In the 16th century, Copernicus (yes, the physician and astronomer) commanded the Allenstein castle in Prussia which was besieged by Teutonic Knights. A “plague” in the castle rendered many soldiers ill, including Copernicus. He divided the people into various diets and noted that the contagion was related to bread intake.
Soldiers atop the castle worked 12 hour shifts and took lunch while on duty (no workers’ rights there!). Copernicus determined that the bread-loaf was contaminated when accidentally dropped on the floor whilst being carried up the narrow steep stairs to the turrets by untrained staff pressed into waitering. The staff put the dropped bread back on the tray but as it was black in colour, the contamination with dirt and pathogens was not noticed.

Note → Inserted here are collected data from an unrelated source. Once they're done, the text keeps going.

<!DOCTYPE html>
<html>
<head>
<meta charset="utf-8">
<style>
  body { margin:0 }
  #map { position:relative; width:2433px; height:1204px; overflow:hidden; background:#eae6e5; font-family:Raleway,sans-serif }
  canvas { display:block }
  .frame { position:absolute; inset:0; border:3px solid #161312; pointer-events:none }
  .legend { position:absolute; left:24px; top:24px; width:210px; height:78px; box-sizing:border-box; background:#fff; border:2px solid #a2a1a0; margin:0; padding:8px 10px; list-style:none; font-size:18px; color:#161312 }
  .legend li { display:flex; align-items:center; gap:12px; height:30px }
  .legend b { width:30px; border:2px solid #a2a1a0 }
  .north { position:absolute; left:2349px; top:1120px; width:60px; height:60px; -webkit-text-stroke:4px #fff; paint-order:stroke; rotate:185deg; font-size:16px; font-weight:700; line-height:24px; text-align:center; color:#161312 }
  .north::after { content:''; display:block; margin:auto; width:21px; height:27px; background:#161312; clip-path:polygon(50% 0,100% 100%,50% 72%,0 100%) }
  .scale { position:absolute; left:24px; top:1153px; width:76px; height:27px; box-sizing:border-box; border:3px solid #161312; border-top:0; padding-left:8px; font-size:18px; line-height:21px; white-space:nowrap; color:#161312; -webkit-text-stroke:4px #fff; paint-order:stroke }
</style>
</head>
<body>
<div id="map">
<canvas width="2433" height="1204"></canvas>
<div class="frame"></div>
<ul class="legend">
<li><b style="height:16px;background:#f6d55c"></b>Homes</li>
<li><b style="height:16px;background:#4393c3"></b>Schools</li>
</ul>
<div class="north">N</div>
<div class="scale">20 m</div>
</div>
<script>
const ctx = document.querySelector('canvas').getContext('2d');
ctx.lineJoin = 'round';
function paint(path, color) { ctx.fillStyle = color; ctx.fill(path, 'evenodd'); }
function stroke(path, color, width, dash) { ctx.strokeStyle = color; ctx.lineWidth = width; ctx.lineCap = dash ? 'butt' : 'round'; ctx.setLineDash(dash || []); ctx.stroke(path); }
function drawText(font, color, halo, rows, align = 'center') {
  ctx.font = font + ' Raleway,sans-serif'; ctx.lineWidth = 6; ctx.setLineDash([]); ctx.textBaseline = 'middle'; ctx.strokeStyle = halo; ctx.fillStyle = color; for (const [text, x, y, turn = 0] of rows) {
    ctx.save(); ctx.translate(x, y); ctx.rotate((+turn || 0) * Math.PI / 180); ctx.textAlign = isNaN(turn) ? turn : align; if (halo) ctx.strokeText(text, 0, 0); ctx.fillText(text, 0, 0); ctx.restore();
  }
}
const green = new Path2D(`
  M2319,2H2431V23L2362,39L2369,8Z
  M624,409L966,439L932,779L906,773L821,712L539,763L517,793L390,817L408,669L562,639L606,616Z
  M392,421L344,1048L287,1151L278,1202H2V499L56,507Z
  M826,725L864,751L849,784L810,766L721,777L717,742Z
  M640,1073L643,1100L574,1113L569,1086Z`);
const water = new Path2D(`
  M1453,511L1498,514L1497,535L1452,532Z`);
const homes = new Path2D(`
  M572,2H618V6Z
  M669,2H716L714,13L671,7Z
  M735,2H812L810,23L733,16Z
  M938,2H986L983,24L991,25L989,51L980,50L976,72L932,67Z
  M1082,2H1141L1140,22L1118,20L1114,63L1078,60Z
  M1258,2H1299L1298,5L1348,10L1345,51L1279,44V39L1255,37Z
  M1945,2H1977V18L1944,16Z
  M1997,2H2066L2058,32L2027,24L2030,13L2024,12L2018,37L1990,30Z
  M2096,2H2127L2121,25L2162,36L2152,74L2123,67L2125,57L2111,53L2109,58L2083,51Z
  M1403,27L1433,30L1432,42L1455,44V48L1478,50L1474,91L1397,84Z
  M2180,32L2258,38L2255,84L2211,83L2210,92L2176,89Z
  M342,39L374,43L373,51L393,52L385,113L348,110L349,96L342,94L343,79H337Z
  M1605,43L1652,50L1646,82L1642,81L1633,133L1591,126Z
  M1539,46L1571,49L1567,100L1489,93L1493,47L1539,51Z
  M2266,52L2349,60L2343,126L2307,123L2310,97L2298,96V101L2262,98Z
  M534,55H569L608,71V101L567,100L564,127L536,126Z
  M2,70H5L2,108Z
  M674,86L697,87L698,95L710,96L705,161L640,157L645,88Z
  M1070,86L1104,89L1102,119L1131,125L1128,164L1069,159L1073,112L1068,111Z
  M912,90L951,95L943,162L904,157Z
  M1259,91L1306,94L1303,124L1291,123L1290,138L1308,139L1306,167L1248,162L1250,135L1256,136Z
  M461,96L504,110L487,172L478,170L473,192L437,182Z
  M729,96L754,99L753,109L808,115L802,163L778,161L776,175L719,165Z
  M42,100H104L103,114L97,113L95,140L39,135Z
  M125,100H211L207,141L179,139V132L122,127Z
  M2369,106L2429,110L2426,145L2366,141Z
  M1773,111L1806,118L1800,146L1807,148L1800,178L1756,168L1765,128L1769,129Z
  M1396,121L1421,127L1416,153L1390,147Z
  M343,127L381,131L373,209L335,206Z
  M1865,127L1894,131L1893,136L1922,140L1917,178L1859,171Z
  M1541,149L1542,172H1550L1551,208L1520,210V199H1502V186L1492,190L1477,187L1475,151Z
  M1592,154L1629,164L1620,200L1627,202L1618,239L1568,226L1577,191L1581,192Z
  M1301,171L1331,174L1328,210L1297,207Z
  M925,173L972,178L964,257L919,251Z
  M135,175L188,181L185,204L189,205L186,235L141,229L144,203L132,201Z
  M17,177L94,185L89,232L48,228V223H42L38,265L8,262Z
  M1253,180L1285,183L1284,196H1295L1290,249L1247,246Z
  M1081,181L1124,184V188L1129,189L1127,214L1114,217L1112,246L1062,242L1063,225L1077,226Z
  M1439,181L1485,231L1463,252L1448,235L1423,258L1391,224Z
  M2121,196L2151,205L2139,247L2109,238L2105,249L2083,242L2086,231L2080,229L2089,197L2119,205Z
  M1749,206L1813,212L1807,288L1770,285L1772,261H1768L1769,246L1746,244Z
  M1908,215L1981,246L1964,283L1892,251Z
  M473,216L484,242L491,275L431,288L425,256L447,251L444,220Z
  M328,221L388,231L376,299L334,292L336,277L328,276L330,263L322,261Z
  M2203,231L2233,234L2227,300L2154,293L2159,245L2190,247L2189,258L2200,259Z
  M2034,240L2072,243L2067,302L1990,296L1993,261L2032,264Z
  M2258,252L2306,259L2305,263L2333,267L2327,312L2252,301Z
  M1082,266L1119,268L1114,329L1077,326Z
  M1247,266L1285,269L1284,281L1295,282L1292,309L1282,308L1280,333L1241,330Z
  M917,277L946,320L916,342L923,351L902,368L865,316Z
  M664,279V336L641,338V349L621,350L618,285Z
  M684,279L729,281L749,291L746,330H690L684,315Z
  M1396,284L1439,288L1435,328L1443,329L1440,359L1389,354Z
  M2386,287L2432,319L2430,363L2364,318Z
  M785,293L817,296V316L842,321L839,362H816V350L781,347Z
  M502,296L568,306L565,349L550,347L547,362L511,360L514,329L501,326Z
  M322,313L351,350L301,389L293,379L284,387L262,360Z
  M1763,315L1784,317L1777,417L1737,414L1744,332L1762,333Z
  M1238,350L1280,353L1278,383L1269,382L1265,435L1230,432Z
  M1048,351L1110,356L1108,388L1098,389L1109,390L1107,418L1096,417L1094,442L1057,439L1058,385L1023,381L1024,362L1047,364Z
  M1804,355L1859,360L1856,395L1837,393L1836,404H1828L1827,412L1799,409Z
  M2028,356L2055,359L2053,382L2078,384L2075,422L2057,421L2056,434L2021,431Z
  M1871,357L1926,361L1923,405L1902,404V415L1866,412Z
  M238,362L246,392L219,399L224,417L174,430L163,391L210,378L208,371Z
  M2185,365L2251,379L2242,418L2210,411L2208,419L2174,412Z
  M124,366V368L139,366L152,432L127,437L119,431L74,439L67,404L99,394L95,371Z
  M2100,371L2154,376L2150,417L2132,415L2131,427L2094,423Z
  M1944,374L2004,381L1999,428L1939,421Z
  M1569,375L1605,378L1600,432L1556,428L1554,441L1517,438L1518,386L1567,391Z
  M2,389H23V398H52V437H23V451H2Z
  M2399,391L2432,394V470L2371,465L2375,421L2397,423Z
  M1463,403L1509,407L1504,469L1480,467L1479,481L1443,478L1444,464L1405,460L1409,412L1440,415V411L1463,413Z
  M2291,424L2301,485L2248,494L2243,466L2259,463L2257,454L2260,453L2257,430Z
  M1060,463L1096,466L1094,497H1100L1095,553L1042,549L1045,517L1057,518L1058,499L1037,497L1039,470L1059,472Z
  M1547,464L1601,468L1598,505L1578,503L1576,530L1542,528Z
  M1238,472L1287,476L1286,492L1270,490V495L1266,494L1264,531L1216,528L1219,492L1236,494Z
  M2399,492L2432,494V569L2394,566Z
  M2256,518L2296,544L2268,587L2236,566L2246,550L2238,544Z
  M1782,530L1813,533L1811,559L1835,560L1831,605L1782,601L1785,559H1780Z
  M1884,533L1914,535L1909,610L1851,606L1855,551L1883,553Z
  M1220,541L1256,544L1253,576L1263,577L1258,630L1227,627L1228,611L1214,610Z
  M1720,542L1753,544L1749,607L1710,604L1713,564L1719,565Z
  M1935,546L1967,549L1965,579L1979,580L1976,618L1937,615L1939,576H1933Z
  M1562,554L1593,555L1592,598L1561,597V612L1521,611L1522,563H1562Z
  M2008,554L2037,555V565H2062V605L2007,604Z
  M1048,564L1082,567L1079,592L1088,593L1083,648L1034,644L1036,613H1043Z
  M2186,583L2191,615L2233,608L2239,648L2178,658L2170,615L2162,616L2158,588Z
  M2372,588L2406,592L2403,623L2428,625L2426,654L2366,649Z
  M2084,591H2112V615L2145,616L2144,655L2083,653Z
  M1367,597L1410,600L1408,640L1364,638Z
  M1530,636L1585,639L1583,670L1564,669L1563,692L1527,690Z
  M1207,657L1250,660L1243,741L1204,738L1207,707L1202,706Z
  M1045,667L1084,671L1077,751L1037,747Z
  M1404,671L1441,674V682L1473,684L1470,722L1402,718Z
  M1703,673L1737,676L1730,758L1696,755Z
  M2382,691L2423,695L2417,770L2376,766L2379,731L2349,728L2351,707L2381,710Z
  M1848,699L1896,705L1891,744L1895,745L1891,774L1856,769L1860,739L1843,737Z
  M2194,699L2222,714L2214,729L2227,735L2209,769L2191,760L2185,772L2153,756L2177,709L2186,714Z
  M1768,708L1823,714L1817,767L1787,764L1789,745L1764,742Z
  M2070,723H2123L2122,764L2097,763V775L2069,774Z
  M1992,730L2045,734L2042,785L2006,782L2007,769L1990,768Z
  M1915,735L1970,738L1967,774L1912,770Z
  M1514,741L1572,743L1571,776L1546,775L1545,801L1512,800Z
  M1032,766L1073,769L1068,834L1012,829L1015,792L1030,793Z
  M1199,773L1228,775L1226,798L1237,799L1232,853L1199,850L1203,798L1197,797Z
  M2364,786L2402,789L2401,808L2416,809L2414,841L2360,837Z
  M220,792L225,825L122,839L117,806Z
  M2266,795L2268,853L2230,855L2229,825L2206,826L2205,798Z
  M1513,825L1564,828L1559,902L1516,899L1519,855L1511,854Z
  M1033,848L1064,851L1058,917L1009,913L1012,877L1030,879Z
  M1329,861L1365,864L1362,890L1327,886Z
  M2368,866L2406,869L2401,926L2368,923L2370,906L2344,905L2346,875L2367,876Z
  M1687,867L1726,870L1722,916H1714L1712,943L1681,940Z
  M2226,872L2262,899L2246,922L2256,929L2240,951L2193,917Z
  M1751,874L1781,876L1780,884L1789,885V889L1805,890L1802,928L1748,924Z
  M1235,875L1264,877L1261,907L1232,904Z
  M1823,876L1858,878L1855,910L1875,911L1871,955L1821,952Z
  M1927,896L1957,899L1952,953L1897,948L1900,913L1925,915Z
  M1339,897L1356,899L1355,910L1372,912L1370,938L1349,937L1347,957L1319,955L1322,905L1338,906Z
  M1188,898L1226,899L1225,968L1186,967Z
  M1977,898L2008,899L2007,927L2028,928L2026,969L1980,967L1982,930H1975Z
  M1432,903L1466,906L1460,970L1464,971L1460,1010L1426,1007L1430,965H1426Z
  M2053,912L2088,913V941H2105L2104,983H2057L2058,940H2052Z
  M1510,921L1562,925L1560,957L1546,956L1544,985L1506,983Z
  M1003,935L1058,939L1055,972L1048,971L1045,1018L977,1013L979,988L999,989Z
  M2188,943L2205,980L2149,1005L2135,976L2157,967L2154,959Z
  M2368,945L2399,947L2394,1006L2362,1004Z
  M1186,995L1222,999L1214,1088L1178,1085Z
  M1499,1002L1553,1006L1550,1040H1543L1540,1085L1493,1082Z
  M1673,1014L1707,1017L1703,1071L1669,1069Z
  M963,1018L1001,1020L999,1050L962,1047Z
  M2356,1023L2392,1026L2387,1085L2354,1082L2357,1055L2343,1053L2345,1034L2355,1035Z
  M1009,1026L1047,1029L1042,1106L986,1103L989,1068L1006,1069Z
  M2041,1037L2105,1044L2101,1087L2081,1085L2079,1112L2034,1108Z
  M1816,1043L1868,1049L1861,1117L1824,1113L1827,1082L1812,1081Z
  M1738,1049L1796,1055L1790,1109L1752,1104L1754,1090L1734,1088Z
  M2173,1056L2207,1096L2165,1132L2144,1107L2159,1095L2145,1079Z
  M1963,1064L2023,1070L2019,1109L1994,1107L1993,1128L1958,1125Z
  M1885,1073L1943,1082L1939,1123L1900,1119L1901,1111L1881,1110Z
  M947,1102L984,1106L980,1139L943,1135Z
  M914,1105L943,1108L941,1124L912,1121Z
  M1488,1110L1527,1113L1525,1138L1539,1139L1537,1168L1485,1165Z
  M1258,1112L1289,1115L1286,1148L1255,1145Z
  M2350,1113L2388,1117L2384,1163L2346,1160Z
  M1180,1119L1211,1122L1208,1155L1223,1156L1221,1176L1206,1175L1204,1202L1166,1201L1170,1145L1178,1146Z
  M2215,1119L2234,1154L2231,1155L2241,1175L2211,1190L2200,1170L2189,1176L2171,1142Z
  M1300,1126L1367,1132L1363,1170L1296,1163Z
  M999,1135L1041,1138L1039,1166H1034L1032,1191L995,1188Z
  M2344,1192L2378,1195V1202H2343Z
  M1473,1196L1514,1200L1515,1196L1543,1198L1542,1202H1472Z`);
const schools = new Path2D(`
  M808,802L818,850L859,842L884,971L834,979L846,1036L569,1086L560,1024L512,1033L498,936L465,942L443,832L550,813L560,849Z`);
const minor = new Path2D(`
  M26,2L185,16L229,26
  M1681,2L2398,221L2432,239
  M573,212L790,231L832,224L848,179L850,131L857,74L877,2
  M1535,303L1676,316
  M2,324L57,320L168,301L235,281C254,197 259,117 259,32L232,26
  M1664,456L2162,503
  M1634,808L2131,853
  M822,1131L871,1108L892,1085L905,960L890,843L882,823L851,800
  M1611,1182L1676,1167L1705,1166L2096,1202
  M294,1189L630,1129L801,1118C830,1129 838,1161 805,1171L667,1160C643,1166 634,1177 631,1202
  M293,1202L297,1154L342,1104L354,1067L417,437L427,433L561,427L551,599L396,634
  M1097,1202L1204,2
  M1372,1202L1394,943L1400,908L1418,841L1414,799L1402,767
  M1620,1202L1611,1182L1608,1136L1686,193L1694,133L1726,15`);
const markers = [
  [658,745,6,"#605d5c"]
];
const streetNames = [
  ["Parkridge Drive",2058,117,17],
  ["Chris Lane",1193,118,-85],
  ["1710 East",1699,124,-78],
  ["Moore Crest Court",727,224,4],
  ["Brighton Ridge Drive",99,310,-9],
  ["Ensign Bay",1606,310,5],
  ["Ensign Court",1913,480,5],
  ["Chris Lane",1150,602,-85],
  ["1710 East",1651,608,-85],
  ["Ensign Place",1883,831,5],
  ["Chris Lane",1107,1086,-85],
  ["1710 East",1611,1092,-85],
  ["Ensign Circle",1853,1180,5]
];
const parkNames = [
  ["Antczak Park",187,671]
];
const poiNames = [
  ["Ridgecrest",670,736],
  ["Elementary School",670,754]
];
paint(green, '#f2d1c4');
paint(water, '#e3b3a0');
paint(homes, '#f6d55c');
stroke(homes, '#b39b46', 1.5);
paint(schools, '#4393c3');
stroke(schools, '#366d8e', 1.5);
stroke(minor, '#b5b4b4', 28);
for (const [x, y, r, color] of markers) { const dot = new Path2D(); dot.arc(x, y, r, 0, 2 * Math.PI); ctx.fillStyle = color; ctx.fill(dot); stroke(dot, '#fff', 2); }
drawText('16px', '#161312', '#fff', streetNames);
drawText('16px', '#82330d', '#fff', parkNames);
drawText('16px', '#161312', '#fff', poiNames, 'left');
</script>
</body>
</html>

A friend suggested coating the loaf with a light-coloured spread so they would detect if it had been dropped. They used churned cream and when eaters elected to clean or reject visibly dirtied bread, the epidemic halted. The practice was publicised by Copernicus’ colleague, BUTTENADT, secretary to the Apothecaries and Physicians Guild. The practice of BUTTENADTING later became popular with the people and the shortened form of the word became BUTTERING.
PS (TG). The epidemic would not have been THE plague (Yersinia pestis – spread by flea bites) but likely to have been any one of several diseases transmitted from rat faeces. Must be coincidence that the word “butter” is derived from the Greek Bouturon (“cow-cheese”). And for those whose bread always falls butter-side down – that’s fundamental physics and the height of your table!